Atrelar estes bichos – não sei de complicação maior. Não entendem como é difícil enganchar-lhes as trelas enquanto galopam de um lado para o outro e resvalam no soalho envernizado, de encontro às paredes, à procura da rua. Peço-lhes para se porem a jeito, mas nada: desconhecem a distância segura que lhes quero impor, apenas devoram a proximidade do passeio, a inacreditável inevitabilidade da saída. Mas tem de ser, meus amigos, a trela não é dispensável. Sempre em excesso de velocidade e de cabeça no seu mundeco, estes automobilistas não vêem dilema entre o risco no carro e a morte dos outros: toda a gente sabe que é proibidíssimo atravessar fora das passadeiras. Estádio moral do mais rasteiro, mas, enfim, a verdade é que o popó tem de estar em ordem, não é?, para se mostrar aos outros quem completo vive, e parecer diferente quem se jura igual, e evitar o suor dos transportes o maior da sua aldeia.
Já na rua, músculos retesados e cabeça esticada até ao chão, puxam-me pelos ziguezagues que nos unem ao jardim, farejam como aspiradores, raramente os dois no mesmo sentido, consoante os város cheiros que o vento vai oferecendo. Tão egoístas, estes sacaninhas incorrigiveis!, cruzando as trelas, atropelando os peões, sem atenção nenhuma aos difíceis malabarismos que eu tão arduamente aprendi – e que tentam repor a normalidade nesta viagem tantas vezes repetida. Parecem dois loucos no paraíso. Tão loucos que eu nem sonhar posso em deixar-me levar, fechar os olhos e segurar as trelas, puxem-me, puxem-me que já não aguento mais.
Mas loucos, loucos instalados, só quando os solto no jardim, elegantes e nervosos como corcéis, desobedientes como homens livres. Queira deus que não apareçam outros, porque se umas vezes dão em brincar, outras preferem o ataque. E seguem a sua vida feliz, como se levitassem ou fossem todo o mundo: saltam, cheiram, marcam, rebolam-se, fazem tudo a que têm direito.

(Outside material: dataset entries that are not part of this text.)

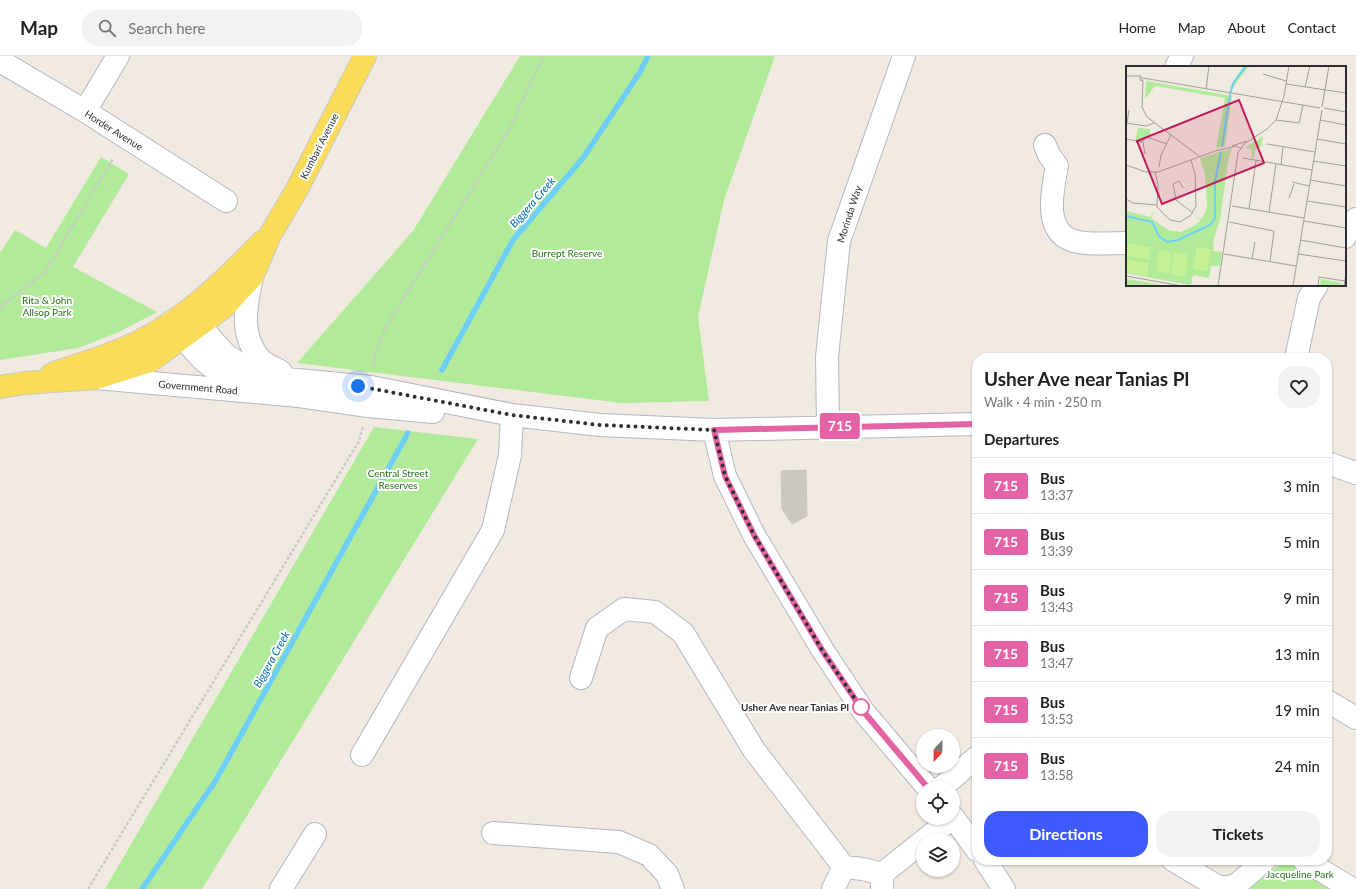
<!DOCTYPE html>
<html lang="en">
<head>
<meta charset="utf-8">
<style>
  :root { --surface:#fff; --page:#f2f2f2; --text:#202124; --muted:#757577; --line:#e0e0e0; --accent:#3e5aff }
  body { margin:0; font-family:Lato,sans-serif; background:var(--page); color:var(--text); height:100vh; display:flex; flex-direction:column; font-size:15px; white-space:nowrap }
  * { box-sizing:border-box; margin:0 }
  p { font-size:13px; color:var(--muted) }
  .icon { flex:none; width:22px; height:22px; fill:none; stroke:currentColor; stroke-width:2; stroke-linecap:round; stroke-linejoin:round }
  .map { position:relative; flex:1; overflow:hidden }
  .details { position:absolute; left:972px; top:297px; width:360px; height:512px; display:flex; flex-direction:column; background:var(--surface); border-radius:16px; box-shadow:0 1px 3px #0004 }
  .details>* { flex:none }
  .badge { padding:0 8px; border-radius:3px; font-size:14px; line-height:26px }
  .needle { width:26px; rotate:202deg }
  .tools { position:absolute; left:916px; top:673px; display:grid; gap:8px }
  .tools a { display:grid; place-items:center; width:44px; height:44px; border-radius:50%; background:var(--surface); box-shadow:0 1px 3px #0004; font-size:20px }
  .you { position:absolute; width:20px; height:20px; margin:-10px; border:3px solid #fff; border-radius:50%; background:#1a73e8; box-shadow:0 0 0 6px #1a73e833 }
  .map>.badge { position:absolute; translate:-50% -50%; box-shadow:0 0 0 2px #fff }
  h2 { padding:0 12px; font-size:15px; line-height:36px }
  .round { display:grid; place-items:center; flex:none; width:42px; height:42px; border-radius:16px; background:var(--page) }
  .summary { display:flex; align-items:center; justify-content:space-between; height:68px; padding:0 12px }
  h1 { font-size:19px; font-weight:700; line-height:30px }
  .action { display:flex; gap:8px; margin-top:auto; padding:8px 12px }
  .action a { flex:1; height:46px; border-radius:16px; background:var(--accent); color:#fff; font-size:16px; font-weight:700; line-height:46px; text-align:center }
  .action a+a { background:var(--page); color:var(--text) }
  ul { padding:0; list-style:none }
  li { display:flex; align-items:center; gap:12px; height:56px; padding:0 12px; border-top:1px solid var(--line) }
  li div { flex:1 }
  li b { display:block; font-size:15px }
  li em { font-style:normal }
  li .badge { min-width:44px; font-weight:700; text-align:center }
  header { display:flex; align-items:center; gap:24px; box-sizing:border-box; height:56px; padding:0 20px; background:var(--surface); border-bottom:1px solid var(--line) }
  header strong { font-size:19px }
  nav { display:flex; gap:22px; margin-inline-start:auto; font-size:14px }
  .search { width:280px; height:36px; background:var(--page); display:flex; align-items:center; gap:10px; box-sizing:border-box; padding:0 14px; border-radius:16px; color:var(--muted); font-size:15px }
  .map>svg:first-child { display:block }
  .green { fill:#b1ea99 }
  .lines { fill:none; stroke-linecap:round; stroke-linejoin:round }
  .stream { stroke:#6dcef8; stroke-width:5.5 }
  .building { fill:#cbc8be; stroke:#ccc6b9 }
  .minor-casing { stroke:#b4b6c2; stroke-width:24 }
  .major-casing { stroke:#c9c9c9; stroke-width:24 }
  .path { stroke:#c9c9c9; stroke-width:2.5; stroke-dasharray:3 2; stroke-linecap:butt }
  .minor { stroke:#fff; stroke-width:22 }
  .major { stroke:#fbdc59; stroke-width:22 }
  .line-casing { stroke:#fff; stroke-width:9 }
  .line { stroke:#e463a4; stroke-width:6 }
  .walk { stroke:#2e2e2e; stroke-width:4; stroke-dasharray:0 7.2 }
  .stop-dot { fill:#fff; stroke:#e463a4; stroke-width:2 }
  .labels { text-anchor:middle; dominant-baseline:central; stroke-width:4; stroke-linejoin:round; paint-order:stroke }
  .street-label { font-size:10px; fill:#2e2e2e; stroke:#fff }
  .park-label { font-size:10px; fill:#257316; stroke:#fff }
  .stop-label { font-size:10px; font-weight:bold; fill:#2e2e2e; stroke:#fff; text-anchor:end }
  .water-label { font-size:11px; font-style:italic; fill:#036cac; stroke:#fff }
  .inset-river { fill:none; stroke:#6dcef8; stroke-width:2 }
  .inset-road { fill:none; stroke:#a29f99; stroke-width:1 }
  .view { fill:#c2185b; fill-opacity:0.15; stroke:#c2185b; stroke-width:2 }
  .inset-edge { fill:none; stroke:#2e2e2e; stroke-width:2 }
</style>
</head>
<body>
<header>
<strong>Map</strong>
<div class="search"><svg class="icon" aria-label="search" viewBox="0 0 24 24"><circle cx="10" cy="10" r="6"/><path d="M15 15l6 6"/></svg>Search here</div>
<nav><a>Home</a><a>Map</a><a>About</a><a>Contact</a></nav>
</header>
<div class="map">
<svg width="1356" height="833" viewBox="0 0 1356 833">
  <rect width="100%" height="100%" fill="#f0eae0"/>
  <path class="green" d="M520,0H775L724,144L698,261L709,345L622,347L297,307L413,175Z
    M101,101L129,118L73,211L157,256L119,276L78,292L0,304V197L15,174L46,192Z
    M374,371L478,383L202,833H105Z
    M1286,804H1304L1352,833H1248Z"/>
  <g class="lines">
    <path class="stream" d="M442,314L513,184L583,102L640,16L648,0
      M142,833L216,724L408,377"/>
  </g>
  <path class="building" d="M806,414L807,460L792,468L782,453L781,415Z"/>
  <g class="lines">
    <g class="minor-casing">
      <path id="minor" d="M0,5L85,55L226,145
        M1176,11L1182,0
        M85,55L118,0
        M1045,89L1049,99L1057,110C1052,136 1042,179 1078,186C1093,189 1111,187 1127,187
        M1345,181L1356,163
        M252,221C246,250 239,278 260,303C264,308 275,312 281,316
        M187,256L226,299L246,312L277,322L371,331L512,359L600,369L714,374L977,368
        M171,266C196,298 209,317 249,329
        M1296,302L1309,242L1317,229
        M96,322L299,340L368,350L433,356
        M828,371L827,301L839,185L904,0
        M714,374L725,420L754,479L822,593L863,655L928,732
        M1327,407L1356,417
        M581,622L597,572L624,553L655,556L683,577L754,694L844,811L863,813L882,818
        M1327,645L1356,662
        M362,699L493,474L510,399L512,359
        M941,732L977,701
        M953,761L977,794
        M493,777L619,786L649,799L667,818L673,833
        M985,804L1004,833
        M1173,804L1220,832L1235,830L1265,804
        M1304,804L1352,833
        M281,833L315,778
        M833,833L844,811
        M882,833V818L952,762"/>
    </g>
    <g class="major-casing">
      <path id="major" d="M52,318C80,308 110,300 136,287C185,264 225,224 262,186
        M0,331L25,327L96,322L150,305L224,251L252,221L270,179L296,135L365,0"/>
    </g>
    <path class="path" d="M0,251L45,216L113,103
      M374,312L375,299L386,270L509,74L543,0
      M88,833L359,385L363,370"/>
    <use href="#minor" class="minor"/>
    <use href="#major" class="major"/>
  </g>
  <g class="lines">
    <g class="line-casing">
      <path id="line" d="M928,732L863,655L822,594L754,479L725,420L714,374L977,368"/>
    </g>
    <use href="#line" class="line"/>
    <path class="walk" d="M358,330L512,359L600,369L714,374L725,420L754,479L822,594L863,655L861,651"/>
  </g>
  <circle class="stop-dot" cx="861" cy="651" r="8"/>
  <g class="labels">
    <g class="street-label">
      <text transform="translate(114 74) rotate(32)">Horder Avenue</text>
      <text transform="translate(319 90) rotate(-63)">Kumbari Avenue</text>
      <text transform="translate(849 158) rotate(-72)">Morinda Way</text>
      <text transform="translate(198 331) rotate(5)">Government Road</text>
    </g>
    <g class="park-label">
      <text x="567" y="197">Burrept Reserve</text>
      <text x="47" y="244">Rita &amp; John<tspan x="47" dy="12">Allsop Park</tspan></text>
      <text x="398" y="417">Central Street<tspan x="398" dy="12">Reserves</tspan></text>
      <text x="1300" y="818">Jacqueline Park</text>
    </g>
    <g class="stop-label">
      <text x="849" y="651">Usher Ave near Tanias Pl</text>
    </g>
    <g class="water-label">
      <text transform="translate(532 146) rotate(-49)">Biggera Creek</text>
      <text transform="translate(271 603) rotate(-61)">Biggera Creek</text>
    </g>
  </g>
  <g transform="translate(1126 10)">
    <rect width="220" height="220" fill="#f0eae0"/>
    <path d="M118,0H123L108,20L103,22ZM20,15L106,30L99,80L90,82L99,32L29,20L19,33ZM12,62L24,63V70H20L16,76L9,75ZM137,70L135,81L129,84L128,92H125L126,83L119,82ZM106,82L102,96L94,154L88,172L87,185L96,186L94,200H85L83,212L67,209L65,219L0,207V145L24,151L30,143L25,152L42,164L55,166L69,159L75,154L68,149L76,153L81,142L79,108L74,92ZM0,213L42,220H0ZM195,213L215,217V220L194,219Z" fill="#b1ea99"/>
    <path d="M3,177L25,181L23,194L1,190ZM71,181L85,183L81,205L67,203ZM33,184L46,187L43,207L30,205ZM48,186L62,188L59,211L45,208ZM1,193L23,197L21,210L0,206Z" fill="#c6f194"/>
    <path class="inset-river" d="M104,28L108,16L120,0M96,81L104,28M0,150L26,156L33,170L41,176L52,174L84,159L89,152V115L95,86"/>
    <path class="inset-road" d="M137,8L160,15M0,10H15L17,15L14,14V11M17,12L194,42M17,15L16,41L21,51L73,90M160,18L220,27M179,21L184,0M80,23L83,0M196,41L203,0M198,42L220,46M150,54L173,57L177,39M194,54L220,59M0,57L20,60L28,57M1,57L3,44M0,73L16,76L21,71L41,78M191,73L220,78M17,76L19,88M141,78L189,86M106,80L121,75M117,92L186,104M187,95L220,100M0,99L20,106H32L89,85L110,80L116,83M155,99L157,81M33,101L35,89L45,69M29,106L32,118L31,141L44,154L54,156L65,149L70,140L69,108L65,94M184,114L220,120M166,116L183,120M57,122L53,115L47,118L50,134L67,147M163,132L168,118M0,133L7,137L31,139M181,135L220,141M106,140L178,152M123,143L130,95M143,146L150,98M178,155L220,162M103,156L148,165L144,196M174,174L220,182M98,188L170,200M172,188L220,195M126,193L129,176M0,210L56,220M92,220L112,87L118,78L141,63L150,54L158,30L163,0M167,220L196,44M192,220L193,211L219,215M218,220L220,207"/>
    <path class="view" d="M113,34L138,97L36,138L11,75Z"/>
    <rect width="220" height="220" class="inset-edge"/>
  </g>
</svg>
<div class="tools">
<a><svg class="needle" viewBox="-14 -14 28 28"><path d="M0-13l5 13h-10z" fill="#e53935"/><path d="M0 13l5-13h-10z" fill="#757577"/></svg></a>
<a><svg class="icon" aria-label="locate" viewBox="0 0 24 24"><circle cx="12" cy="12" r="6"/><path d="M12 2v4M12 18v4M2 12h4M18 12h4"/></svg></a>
<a><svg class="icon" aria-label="layers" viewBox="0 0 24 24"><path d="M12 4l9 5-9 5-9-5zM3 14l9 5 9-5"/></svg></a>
</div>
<div class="you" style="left:358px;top:330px"></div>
<b class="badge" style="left:840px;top:370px;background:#e463a4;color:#fff">715</b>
<section class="details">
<div class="summary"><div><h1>Usher Ave near Tanias Pl</h1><p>Walk · 4 min · 250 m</p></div><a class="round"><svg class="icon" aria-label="heart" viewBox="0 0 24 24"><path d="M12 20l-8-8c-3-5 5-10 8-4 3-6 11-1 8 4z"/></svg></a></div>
<h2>Departures</h2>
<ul>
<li><span class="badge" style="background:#e463a4;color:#fff">715</span><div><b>Bus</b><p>13:37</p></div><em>3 min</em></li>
<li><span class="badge" style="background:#e463a4;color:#fff">715</span><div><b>Bus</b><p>13:39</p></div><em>5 min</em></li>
<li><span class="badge" style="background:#e463a4;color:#fff">715</span><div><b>Bus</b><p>13:43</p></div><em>9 min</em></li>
<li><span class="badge" style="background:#e463a4;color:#fff">715</span><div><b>Bus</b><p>13:47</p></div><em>13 min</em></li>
<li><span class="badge" style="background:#e463a4;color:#fff">715</span><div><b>Bus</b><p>13:53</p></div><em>19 min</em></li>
<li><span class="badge" style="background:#e463a4;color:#fff">715</span><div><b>Bus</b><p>13:58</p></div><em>24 min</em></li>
</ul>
<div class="action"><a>Directions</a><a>Tickets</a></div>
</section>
</div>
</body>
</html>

Desembaraçam-se do peso nas tripas e o sebas põe-se a olhar para mim, muito atento, à espera do ritual: então, não apanhas? Porra!: esqueci-me da folha de jornal. Não, hoje não! Se fosse para apanhar, a câmara que pusesse sacos à disposição. E se não quisesse que eu cuidasse deles, que os amparasse em vez de os deixar a morrer na estrada. Não, não apanho nada. Não tenho energia para me baixar agora. Amanhã não é outro dia.
Os comentários dos peões, também..., olha aí, porco, palhaço, cabrão, cada vez mais fortes!; os palavrões e envios inconfessáveis que lhes atiro nas minhas respostas abafadas; a conclusão, malcriado!, olha-me a educação que este dá aos cães. Fungadelas de nariz, suspiros de impaciência, bruscas rouquidões por olás simpáticos, espadas nos olhares, dinamite nas bocas. Preferiam que eu não existisse, eu sei, o mal-estar instala-se; e nem sabem que já houve vidros rachados na porta de entrada, pontapés em carros mal estacionados ao longo da recta que aqui nos traz, honras sitiadas nos olhos que tantas vezes larguei... Se pudessem matavam-me, se pudessem até o sangue me bebiam, se pudessem, ah!, se pudessem...
Se pudessem: abreviavam-me.
Os cães, esses, marimbam-se para o mal-estar dos vizinhos, apenas rosnam e arreganham os dentes num aviso aos mais distraídos, que não é suposto estacarem nas redondezas, ainda para mais a olharem para nós com todo aquele atrevimento e ar de desaprovação, o que é suposto, isso sim, é evaporarem, eclipsarem, ala que se faz tarde, estamos aqui, estamos a experimentar-vos a carne. E continuam a sua vidinha, venha de lá chichi para as plantinhas, toma lá chichi que isto aqui é meu, rabo a dar a dar – assim é que eles são felizes!
Meia hora depois, volto a pôr-lhes as trelas. Engancho-as nos dorsais e regressamos. A dosti, algo cabisbaixa, olha às vezes para trás com os seus olhinhos tristonhos e a língua rosada de fora, como quem diz que não havia necessidade de abandonar a rua tão cedo. Ofereço-lhes toda a corda que posso, mas eles já só usam uma parte dela: vão juntinhos a mim ou deixam-se atrasar, porque assim é como estão mais longe de casa.
Agora tudo é transparente: têm-me posto imensas trelas, há sempre uma coleira a cintar-me o pescoço.